(Records contained in a dataset)
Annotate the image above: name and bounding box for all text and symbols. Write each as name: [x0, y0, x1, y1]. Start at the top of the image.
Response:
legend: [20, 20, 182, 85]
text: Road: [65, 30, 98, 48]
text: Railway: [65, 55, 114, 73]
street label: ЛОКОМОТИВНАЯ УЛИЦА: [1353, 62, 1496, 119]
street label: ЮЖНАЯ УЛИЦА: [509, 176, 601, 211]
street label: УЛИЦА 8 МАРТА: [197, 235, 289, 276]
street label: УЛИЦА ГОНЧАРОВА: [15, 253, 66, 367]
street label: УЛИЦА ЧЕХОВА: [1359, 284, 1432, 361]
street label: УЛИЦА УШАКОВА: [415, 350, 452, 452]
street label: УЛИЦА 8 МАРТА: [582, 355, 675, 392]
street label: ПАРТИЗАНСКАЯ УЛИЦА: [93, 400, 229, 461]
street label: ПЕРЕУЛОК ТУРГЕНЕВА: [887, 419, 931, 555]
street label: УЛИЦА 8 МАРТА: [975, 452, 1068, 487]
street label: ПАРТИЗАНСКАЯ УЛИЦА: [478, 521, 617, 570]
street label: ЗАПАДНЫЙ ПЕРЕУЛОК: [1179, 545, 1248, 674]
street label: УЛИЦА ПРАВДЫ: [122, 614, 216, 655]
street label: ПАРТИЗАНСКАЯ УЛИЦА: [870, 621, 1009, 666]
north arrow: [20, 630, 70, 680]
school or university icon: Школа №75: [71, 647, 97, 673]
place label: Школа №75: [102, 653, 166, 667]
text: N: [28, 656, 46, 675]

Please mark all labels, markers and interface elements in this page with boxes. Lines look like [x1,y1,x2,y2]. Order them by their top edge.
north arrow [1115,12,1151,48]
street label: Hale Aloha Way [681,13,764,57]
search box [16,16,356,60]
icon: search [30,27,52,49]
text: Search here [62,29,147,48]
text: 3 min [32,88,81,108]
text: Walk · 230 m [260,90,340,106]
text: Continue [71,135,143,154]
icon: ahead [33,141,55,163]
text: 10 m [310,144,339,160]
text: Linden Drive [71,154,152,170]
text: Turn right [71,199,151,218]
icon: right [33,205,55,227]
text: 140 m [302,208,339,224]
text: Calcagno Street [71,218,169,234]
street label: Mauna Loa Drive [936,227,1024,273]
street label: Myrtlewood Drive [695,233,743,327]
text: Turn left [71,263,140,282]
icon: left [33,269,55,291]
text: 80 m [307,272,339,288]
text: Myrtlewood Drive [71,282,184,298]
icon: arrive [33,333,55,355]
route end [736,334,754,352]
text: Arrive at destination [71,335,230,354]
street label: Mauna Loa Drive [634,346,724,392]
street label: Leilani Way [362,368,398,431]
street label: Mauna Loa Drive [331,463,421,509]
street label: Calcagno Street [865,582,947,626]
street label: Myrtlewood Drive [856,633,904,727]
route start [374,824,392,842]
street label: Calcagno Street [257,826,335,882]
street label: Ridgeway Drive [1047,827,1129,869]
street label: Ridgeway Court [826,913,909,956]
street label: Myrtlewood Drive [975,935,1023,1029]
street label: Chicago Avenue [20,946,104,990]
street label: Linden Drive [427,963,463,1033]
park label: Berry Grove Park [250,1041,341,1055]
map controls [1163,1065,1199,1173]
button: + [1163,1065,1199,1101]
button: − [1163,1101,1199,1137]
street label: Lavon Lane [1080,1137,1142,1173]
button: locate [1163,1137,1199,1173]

Your task
Copy the records above exactly.

Solution for this exercise
Annotate the image above: name and bounding box for all text and symbols. Write each as name: [x0, y0, x1, y1]. Start at the top of the image.
Response:
legend: [20, 20, 182, 85]
text: Road: [65, 30, 98, 48]
text: Railway: [65, 55, 114, 73]
street label: ЛОКОМОТИВНАЯ УЛИЦА: [1353, 62, 1496, 119]
street label: ЮЖНАЯ УЛИЦА: [509, 176, 601, 211]
street label: УЛИЦА 8 МАРТА: [197, 235, 289, 276]
street label: УЛИЦА ГОНЧАРОВА: [15, 253, 66, 367]
street label: УЛИЦА ЧЕХОВА: [1359, 284, 1432, 361]
street label: УЛИЦА УШАКОВА: [415, 350, 452, 452]
street label: УЛИЦА 8 МАРТА: [582, 355, 675, 392]
street label: ПАРТИЗАНСКАЯ УЛИЦА: [93, 400, 229, 461]
street label: ПЕРЕУЛОК ТУРГЕНЕВА: [887, 419, 931, 555]
street label: УЛИЦА 8 МАРТА: [975, 452, 1068, 487]
street label: ПАРТИЗАНСКАЯ УЛИЦА: [478, 521, 617, 570]
street label: ЗАПАДНЫЙ ПЕРЕУЛОК: [1179, 545, 1248, 674]
street label: УЛИЦА ПРАВДЫ: [122, 614, 216, 655]
street label: ПАРТИЗАНСКАЯ УЛИЦА: [870, 621, 1009, 666]
north arrow: [20, 630, 70, 680]
school or university icon: Школа №75: [71, 647, 97, 673]
place label: Школа №75: [102, 653, 166, 667]
text: N: [28, 656, 46, 675]

Please mark all labels, markers and interface elements in this page with boxes. Lines look like [x1,y1,x2,y2]. Order them by their top edge.
north arrow [1115,12,1151,48]
street label: Hale Aloha Way [681,13,764,57]
search box [16,16,356,60]
icon: search [30,27,52,49]
text: Search here [62,29,147,48]
text: 3 min [32,88,81,108]
text: Walk · 230 m [260,90,340,106]
text: Continue [71,135,143,154]
icon: ahead [33,141,55,163]
text: 10 m [310,144,339,160]
text: Linden Drive [71,154,152,170]
text: Turn right [71,199,151,218]
icon: right [33,205,55,227]
text: 140 m [302,208,339,224]
text: Calcagno Street [71,218,169,234]
street label: Mauna Loa Drive [936,227,1024,273]
street label: Myrtlewood Drive [695,233,743,327]
text: Turn left [71,263,140,282]
icon: left [33,269,55,291]
text: 80 m [307,272,339,288]
text: Myrtlewood Drive [71,282,184,298]
icon: arrive [33,333,55,355]
route end [736,334,754,352]
text: Arrive at destination [71,335,230,354]
street label: Mauna Loa Drive [634,346,724,392]
street label: Leilani Way [362,368,398,431]
street label: Mauna Loa Drive [331,463,421,509]
street label: Calcagno Street [865,582,947,626]
street label: Myrtlewood Drive [856,633,904,727]
route start [374,824,392,842]
street label: Calcagno Street [257,826,335,882]
street label: Ridgeway Drive [1047,827,1129,869]
street label: Ridgeway Court [826,913,909,956]
street label: Myrtlewood Drive [975,935,1023,1029]
street label: Chicago Avenue [20,946,104,990]
street label: Linden Drive [427,963,463,1033]
park label: Berry Grove Park [250,1041,341,1055]
map controls [1163,1065,1199,1173]
button: + [1163,1065,1199,1101]
button: − [1163,1101,1199,1137]
street label: Lavon Lane [1080,1137,1142,1173]
button: locate [1163,1137,1199,1173]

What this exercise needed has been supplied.